Activity: The reply should reproduce every line of the data below word for word, minus any images.

Supplied records:
━━━━━━━━━━━━━━━━━━━━━━━━━━━━━━

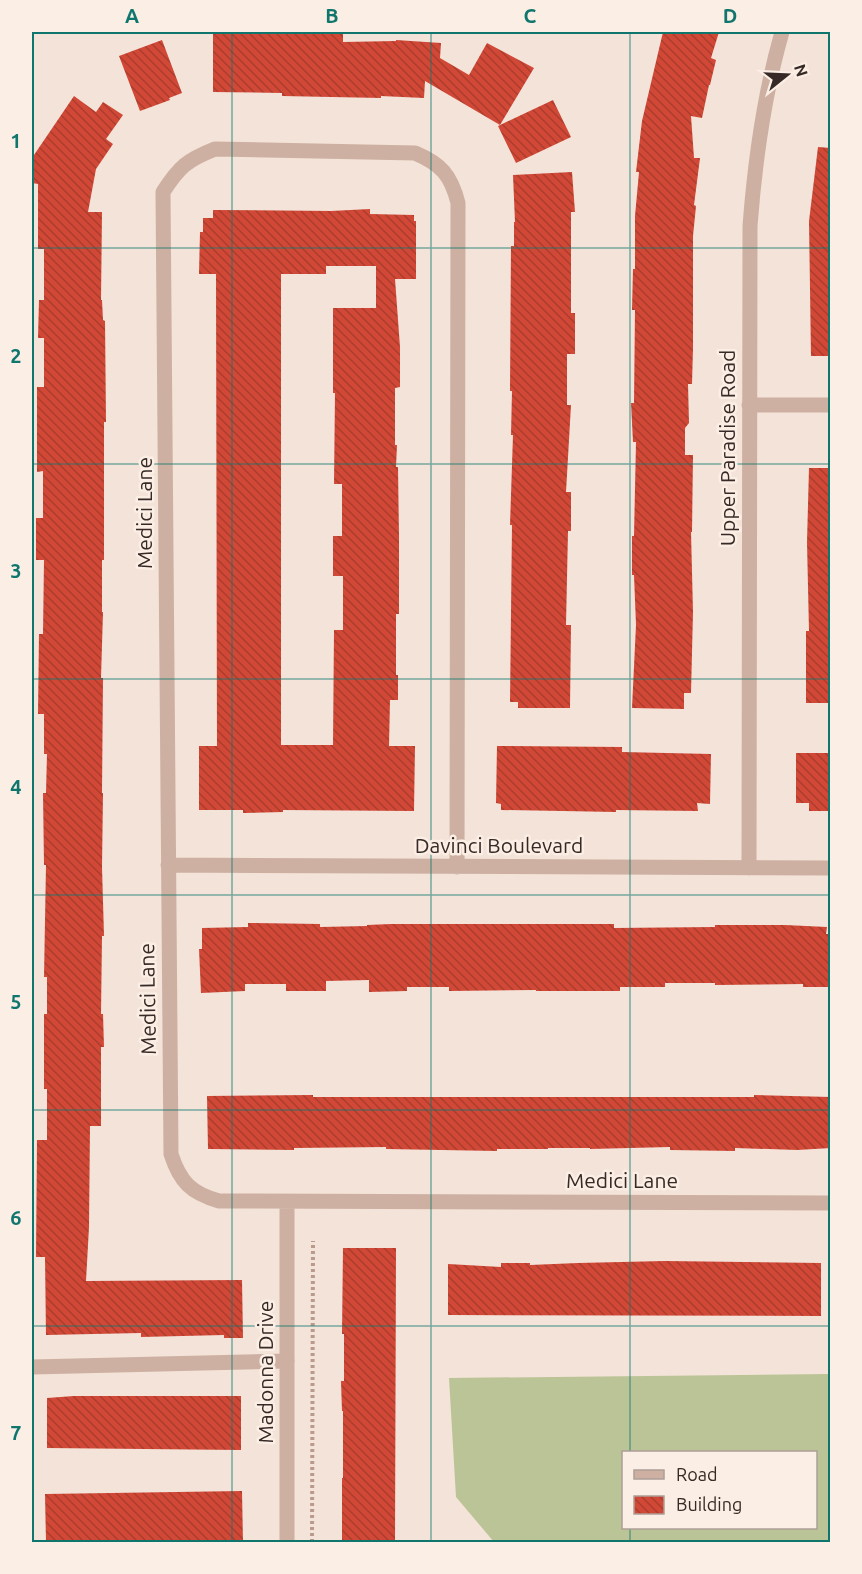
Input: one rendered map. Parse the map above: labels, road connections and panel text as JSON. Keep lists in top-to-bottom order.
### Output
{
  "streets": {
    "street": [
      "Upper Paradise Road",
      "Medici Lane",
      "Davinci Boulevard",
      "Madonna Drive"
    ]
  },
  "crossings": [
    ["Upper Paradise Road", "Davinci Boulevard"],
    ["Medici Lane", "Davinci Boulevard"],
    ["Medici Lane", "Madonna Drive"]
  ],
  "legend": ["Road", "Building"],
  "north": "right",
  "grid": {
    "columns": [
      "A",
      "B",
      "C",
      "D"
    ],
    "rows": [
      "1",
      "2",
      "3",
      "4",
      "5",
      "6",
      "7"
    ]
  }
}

━━━━━━━━━━━━━━━━━━━━━━━━━━━━━━

Response:
Input: one rendered map. Parse the map above: labels, road connections and panel text as JSON. Keep lists in top-to-bottom order.
### Output
{
  "streets": {
    "street": [
      "Upper Paradise Road",
      "Medici Lane",
      "Davinci Boulevard",
      "Madonna Drive"
    ]
  },
  "crossings": [
    ["Upper Paradise Road", "Davinci Boulevard"],
    ["Medici Lane", "Davinci Boulevard"],
    ["Medici Lane", "Madonna Drive"]
  ],
  "legend": ["Road", "Building"],
  "north": "right",
  "grid": {
    "columns": [
      "A",
      "B",
      "C",
      "D"
    ],
    "rows": [
      "1",
      "2",
      "3",
      "4",
      "5",
      "6",
      "7"
    ]
  }
}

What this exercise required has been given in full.